This exercise calls for copying every line below that holds the word "Pilar".

START Records to use

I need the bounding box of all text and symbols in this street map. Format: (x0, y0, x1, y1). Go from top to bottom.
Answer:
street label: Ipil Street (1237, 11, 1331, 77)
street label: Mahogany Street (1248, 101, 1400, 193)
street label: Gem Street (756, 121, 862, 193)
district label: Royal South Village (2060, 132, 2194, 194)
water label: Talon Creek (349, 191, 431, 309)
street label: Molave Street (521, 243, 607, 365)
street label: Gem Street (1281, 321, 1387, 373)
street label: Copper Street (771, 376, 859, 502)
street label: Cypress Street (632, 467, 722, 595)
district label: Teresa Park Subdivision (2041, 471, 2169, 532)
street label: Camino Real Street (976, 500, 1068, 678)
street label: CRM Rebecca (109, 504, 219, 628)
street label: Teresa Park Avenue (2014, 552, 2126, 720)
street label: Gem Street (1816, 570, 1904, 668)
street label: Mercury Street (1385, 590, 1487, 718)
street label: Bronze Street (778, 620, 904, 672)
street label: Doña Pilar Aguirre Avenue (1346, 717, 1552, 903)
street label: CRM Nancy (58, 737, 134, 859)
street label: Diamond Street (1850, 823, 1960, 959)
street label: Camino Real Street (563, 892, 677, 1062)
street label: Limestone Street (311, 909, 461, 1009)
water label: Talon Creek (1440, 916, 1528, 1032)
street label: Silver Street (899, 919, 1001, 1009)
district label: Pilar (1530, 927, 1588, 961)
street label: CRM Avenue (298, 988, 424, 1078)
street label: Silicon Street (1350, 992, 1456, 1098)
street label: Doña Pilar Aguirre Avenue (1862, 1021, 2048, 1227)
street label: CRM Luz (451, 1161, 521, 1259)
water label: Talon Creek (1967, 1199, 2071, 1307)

END Records to use

> **Exercise solution**:
street label: Doña Pilar Aguirre Avenue (1346, 717, 1552, 903)
district label: Pilar (1530, 927, 1588, 961)
street label: Doña Pilar Aguirre Avenue (1862, 1021, 2048, 1227)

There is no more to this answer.